It is rare for an old film to seem like a recently made work set in a past era, but such is the case with Queen of Temple Street.

The dated hairstyles and gigantic cellphones mark it as 1990, but the milieu and relationships are so sharply etched that there is a timeless quality to what is possibly Hong Kong's saltiest mother-daughter tale.

The pungency comes from the prostitutes who ply their trade in the small brothels lining the titular avenue. This is the world presided over by Hua (Sylvia Chang Ai-chia), the empress of a small domain just one flight up.

The crux of Chan Man-keung's award-winning script is the contentious bond between Hua and estranged daughter Yan (Rain Lau Yuk-tsui), a teen drop-out defiantly following in her mum's footsteps. The narrative's psychological depth is enhanced by subtle directorial touches like the utilisation of the columns outside the nearby Yau Ma Tei Police Station as a framing device to isolate Hua from her antagonistic offspring.
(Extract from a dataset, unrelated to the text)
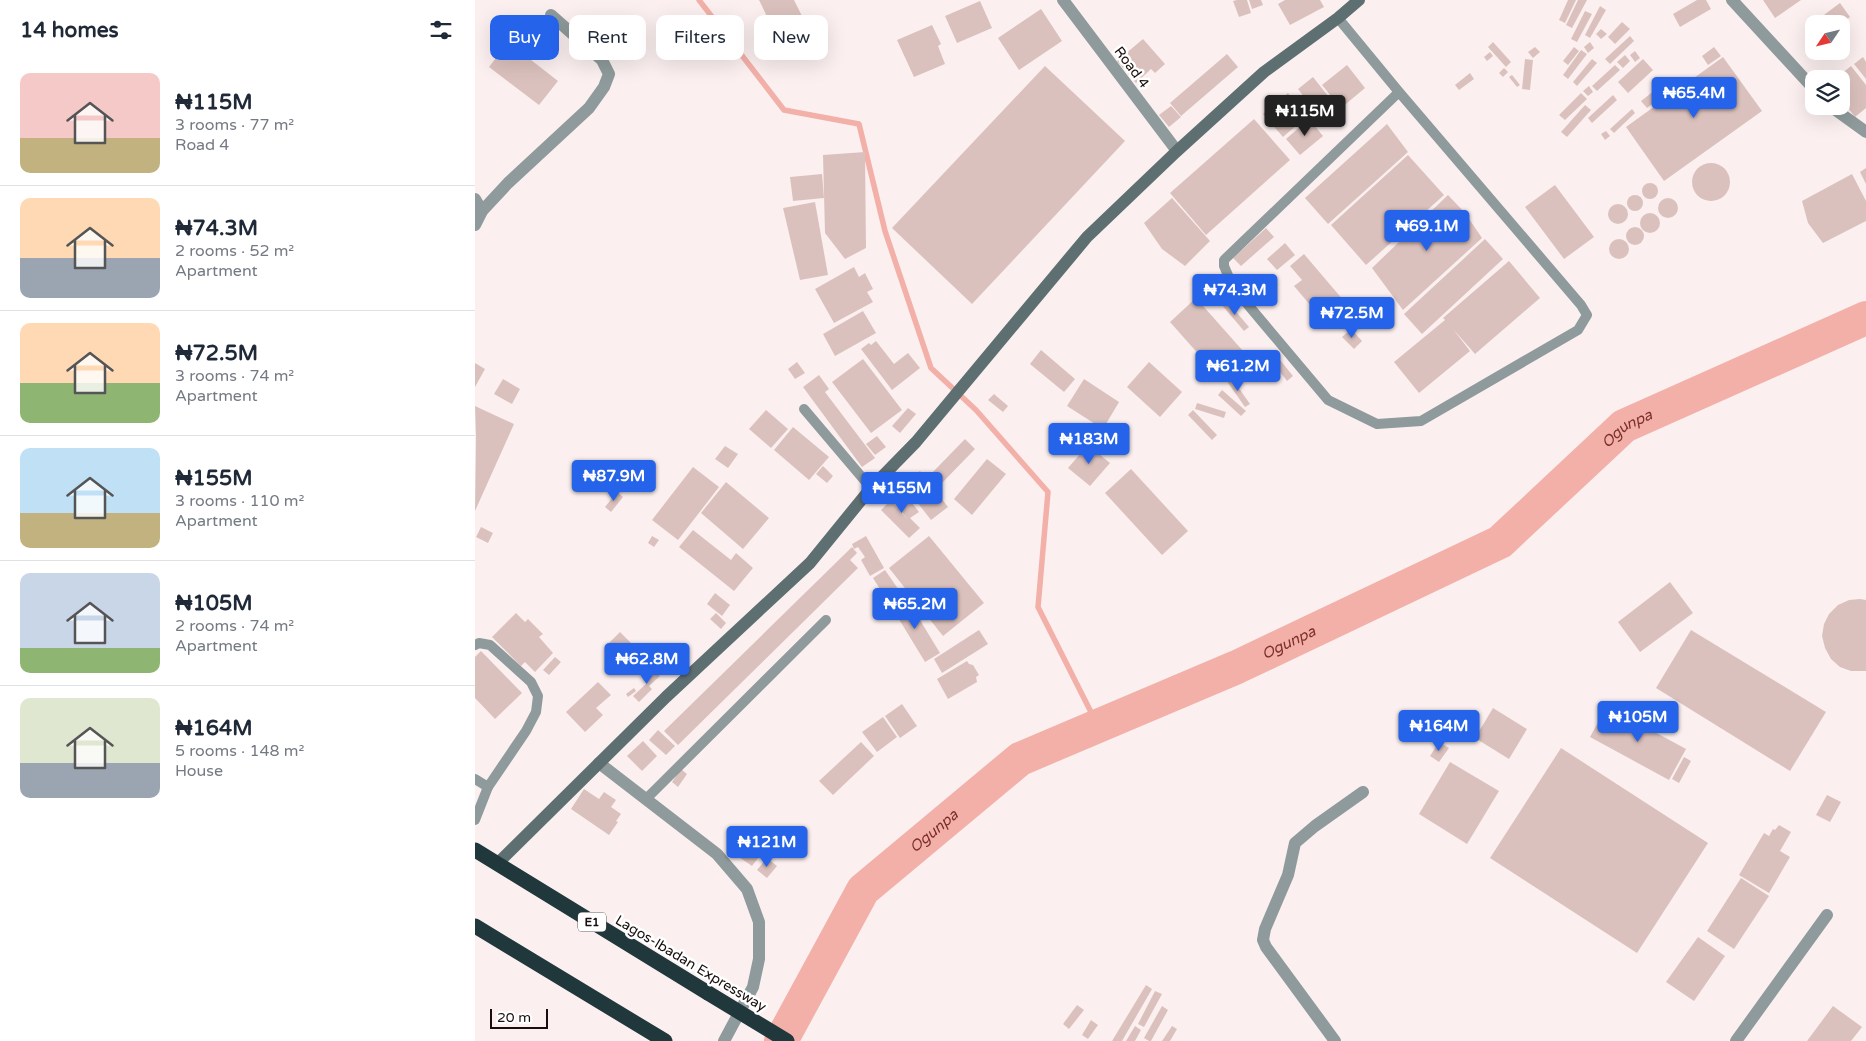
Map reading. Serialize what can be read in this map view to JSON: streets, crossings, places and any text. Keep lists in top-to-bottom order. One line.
{"streets":{"highway":["E1","Lagos-Ibadan Expressway"],"street":["Road 4"]},"water":["Ogunpa"],"scale_bar":"20 m","north":"bottom left","page":{"heading":"14 homes","chip":["Buy","Rent","Filters","New"],"list":[{"name":"₦115M","note":"3 rooms · 77 m² · Road 4"},{"name":"₦74.3M","note":"2 rooms · 52 m² · Apartment"},{"name":"₦72.5M","note":"3 rooms · 74 m² · Apartment"},{"name":"₦155M","note":"3 rooms · 110 m² · Apartment"},{"name":"₦105M","note":"2 rooms · 74 m² · Apartment"},{"name":"₦164M","note":"5 rooms · 148 m² · House"}],"price":["₦65.4M","₦115M","₦69.1M","₦74.3M","₦72.5M","₦61.2M","₦183M","₦87.9M","₦155M","₦65.2M","₦62.8M","₦105M","₦164M","₦121M"],"scale":"20 m"}}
In the skilled hands of director Lawrence Lau Kwok-cheung (aka Lawrence Ah Mon), ingredients suggestive of a sentimental exploitation flick have instead been transformed into a perceptive exploration of the meaning of family.

Hua's children and her "girls" both constitute families of sorts, the latter not merely financial instruments but friends whose personal affairs often require more attention than the madam gives her own flesh and blood.